Police reopened the streets around the skyscraper after the fire was put out.
No major injuries were reported. A few people were treated for smoke inhalation, according to Dubai’s Gulf News website.
More than 40 floors of the building on one side were engulfed in flames as residents looked on from below, many in tears. The firefighters battled the blaze for more than two hours.
Flames shot up the sides of the building in the city’s upscale Marina district in the second blaze at the structure since 2015.
Firefighters and police sealed off surrounding streets, which were partially covered by dust and debris.
By 4:00am the exterior of the building showed no sign of fire as residents and onlookers stood around staring up at the building, according to a Reuters news agency witness.
“We were sleeping and we woke up to the fire alarm and people screaming. We ran down the stairs and it took us about 10 minutes to reach from the 50th floor,”.
“The fire was very strong at that time, about 1 a.m. Then it started calming down over the next two hours. It started on the 67th floor, that’s what we were told,” he added.
Another resident, whose name was Mohammed and lives on the 12th floor, told Reuters the top part caught fire first and then lower levels followed as debris fell.
The government said it is working on providing shelter for the ones affected by the fire.
There was no immediate word on the cause of the blaze.
Hundreds of people were evacuated in 2015 from the same building when a massive fire swept through the tower.
Dubai is one of seven emirates that make up the United Arab Emirates (UAE), a Gulf Arab trade and investment hub.
Several skyscrapers in the United Arab Emirates have caught fire in recent years, including a towering inferno that engulfed a 63-story luxury hotel in Dubai on New Year’s Eve in 2016. In that blaze, as in others in Dubai in recent years, residents escaped without major injury.

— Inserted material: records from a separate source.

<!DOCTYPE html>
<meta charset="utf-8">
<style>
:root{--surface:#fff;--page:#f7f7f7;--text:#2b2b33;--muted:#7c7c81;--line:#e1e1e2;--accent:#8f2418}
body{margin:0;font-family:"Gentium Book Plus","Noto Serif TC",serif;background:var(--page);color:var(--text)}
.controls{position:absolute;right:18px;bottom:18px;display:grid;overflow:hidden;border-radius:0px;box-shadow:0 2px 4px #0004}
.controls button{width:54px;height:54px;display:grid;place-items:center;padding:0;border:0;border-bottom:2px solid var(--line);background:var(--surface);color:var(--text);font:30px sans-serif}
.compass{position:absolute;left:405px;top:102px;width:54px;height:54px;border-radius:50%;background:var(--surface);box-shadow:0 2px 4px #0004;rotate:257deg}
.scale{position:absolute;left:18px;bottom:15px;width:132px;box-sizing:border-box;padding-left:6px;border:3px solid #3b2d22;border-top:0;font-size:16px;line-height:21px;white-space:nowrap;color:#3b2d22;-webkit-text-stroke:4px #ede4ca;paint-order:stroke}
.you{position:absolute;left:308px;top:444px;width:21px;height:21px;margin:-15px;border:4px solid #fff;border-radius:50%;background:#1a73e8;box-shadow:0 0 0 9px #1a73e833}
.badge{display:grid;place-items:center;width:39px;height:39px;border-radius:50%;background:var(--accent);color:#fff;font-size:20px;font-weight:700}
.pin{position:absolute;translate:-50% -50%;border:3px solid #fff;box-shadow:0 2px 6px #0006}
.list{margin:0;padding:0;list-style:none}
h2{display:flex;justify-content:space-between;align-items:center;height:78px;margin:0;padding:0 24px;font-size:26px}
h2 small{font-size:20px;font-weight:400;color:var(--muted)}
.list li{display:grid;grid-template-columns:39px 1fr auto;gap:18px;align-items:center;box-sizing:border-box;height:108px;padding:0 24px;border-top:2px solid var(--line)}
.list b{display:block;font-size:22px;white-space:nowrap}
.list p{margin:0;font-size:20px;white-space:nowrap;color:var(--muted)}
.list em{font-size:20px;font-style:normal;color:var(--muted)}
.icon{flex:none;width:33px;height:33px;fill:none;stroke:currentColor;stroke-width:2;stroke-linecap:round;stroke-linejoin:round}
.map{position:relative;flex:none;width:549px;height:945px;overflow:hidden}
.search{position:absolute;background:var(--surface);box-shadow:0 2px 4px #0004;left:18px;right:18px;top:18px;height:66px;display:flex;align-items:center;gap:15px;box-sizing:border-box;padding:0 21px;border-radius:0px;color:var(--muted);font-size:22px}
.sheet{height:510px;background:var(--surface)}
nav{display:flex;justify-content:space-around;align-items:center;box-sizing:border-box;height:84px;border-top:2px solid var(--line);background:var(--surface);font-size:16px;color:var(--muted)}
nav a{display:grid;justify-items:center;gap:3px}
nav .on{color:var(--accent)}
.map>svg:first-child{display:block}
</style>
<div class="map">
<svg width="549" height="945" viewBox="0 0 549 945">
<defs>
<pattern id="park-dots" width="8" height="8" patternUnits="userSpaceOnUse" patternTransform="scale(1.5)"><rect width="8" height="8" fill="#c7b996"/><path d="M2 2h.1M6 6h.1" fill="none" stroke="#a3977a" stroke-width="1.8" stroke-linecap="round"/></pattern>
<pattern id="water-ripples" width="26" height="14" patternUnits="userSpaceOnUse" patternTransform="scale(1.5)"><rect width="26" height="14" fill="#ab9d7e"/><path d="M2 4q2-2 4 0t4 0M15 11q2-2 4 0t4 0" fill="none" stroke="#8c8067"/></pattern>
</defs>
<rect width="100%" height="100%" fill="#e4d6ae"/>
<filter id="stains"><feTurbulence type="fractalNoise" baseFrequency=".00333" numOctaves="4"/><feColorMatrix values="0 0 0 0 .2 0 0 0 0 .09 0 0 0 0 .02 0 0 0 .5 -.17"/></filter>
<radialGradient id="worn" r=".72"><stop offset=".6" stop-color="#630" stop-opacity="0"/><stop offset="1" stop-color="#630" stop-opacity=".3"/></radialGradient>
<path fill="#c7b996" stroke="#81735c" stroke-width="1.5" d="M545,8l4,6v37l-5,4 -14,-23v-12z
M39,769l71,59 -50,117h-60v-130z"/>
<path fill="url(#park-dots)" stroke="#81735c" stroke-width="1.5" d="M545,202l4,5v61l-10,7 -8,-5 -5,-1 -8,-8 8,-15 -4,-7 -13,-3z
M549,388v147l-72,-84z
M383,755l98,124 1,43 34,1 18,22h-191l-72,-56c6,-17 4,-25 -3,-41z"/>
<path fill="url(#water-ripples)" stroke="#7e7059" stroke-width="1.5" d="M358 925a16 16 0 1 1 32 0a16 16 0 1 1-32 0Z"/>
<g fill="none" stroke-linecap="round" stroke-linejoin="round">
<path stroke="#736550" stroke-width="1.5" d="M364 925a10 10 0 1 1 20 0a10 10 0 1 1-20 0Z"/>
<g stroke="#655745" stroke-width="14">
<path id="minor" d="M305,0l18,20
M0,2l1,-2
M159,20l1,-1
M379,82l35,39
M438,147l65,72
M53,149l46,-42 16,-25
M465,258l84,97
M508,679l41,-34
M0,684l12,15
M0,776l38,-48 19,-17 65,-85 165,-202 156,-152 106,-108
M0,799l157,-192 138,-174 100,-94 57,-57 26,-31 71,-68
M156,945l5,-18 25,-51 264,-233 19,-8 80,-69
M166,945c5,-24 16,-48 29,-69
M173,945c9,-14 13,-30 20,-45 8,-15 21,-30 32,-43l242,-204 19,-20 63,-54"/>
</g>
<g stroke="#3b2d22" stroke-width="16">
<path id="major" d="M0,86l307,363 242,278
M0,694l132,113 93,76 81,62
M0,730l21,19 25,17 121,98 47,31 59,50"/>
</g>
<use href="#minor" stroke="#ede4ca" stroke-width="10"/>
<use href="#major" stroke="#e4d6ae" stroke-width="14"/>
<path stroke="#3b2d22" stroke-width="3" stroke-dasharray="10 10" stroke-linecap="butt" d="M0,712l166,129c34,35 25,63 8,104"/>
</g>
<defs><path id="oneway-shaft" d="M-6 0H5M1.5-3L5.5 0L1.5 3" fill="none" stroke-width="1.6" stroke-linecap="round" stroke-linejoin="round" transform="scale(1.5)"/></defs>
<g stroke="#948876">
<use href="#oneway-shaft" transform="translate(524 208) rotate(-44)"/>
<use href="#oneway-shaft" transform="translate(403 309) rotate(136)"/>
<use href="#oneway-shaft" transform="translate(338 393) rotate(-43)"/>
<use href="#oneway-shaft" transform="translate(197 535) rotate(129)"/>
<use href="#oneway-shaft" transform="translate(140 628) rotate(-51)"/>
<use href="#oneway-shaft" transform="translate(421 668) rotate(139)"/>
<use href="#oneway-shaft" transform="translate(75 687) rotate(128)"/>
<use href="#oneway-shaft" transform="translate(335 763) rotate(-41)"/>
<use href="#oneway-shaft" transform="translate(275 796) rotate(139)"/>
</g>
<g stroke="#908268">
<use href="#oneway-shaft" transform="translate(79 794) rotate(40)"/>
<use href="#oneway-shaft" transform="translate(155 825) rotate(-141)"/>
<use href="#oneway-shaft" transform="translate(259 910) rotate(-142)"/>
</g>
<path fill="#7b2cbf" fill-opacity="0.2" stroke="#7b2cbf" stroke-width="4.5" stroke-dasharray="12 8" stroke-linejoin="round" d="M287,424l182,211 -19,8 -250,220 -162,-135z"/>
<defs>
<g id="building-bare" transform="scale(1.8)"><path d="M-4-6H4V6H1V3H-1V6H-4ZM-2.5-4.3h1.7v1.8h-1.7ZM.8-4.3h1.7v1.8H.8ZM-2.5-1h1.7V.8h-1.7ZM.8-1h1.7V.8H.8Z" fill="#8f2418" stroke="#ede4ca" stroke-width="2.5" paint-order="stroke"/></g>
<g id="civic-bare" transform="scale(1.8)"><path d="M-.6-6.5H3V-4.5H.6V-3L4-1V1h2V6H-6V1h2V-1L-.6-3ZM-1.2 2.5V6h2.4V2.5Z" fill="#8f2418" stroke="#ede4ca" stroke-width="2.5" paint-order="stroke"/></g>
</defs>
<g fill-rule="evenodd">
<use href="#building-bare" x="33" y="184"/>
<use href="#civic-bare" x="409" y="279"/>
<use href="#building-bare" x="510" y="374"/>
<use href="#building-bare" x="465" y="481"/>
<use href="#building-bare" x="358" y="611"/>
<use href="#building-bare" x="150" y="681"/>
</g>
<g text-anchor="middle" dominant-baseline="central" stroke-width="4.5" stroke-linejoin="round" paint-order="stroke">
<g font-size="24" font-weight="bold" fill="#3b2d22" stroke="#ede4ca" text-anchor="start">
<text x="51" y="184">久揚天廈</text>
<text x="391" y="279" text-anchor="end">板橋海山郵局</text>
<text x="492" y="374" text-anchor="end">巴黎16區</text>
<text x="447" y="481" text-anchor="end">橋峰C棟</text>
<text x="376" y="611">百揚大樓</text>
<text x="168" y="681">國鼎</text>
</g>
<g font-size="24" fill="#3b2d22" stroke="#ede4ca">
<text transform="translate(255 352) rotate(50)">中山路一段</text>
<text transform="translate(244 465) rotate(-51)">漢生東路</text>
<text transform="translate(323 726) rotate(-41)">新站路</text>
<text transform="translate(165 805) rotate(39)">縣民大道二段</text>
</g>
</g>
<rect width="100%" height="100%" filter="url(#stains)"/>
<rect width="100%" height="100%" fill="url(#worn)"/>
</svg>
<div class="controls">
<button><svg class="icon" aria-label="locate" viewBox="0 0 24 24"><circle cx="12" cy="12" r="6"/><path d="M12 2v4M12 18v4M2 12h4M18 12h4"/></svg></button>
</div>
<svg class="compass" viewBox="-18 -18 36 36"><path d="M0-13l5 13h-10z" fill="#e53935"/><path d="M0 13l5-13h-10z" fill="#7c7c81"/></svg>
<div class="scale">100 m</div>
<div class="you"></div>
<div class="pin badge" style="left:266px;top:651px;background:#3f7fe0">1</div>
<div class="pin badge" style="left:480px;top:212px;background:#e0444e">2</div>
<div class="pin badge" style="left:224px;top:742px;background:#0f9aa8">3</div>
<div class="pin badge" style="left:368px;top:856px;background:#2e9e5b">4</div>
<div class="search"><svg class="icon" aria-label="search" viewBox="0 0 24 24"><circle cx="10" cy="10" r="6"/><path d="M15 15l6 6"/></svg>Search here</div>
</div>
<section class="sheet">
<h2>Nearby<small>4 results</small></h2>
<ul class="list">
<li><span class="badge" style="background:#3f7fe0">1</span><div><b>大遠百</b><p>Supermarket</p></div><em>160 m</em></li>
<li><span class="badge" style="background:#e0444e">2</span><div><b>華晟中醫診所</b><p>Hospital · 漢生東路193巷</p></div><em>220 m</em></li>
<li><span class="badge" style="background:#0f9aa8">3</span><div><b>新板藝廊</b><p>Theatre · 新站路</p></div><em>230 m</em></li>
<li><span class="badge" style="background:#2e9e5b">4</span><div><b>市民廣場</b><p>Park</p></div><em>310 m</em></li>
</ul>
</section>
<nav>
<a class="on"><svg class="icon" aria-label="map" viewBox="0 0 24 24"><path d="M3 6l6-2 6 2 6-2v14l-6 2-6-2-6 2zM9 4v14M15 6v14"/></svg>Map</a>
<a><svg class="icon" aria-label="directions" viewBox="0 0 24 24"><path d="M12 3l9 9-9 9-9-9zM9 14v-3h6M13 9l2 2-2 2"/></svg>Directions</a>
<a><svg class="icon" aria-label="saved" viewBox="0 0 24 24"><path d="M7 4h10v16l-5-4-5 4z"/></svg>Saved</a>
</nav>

Earlier this year, Dubai passed new fire safety rules requiring buildings with quick-burning side paneling to replace it with more fire-resistant siding.
Authorities have previously acknowledged that at least 30,000 buildings across the UAE have cladding or paneling that safety experts have said accelerates the rapid spread of fires.
A devastating tower fire in London in June killed at least 80 people and prompted the UK to order more thorough testing on the cladding systems of its towers.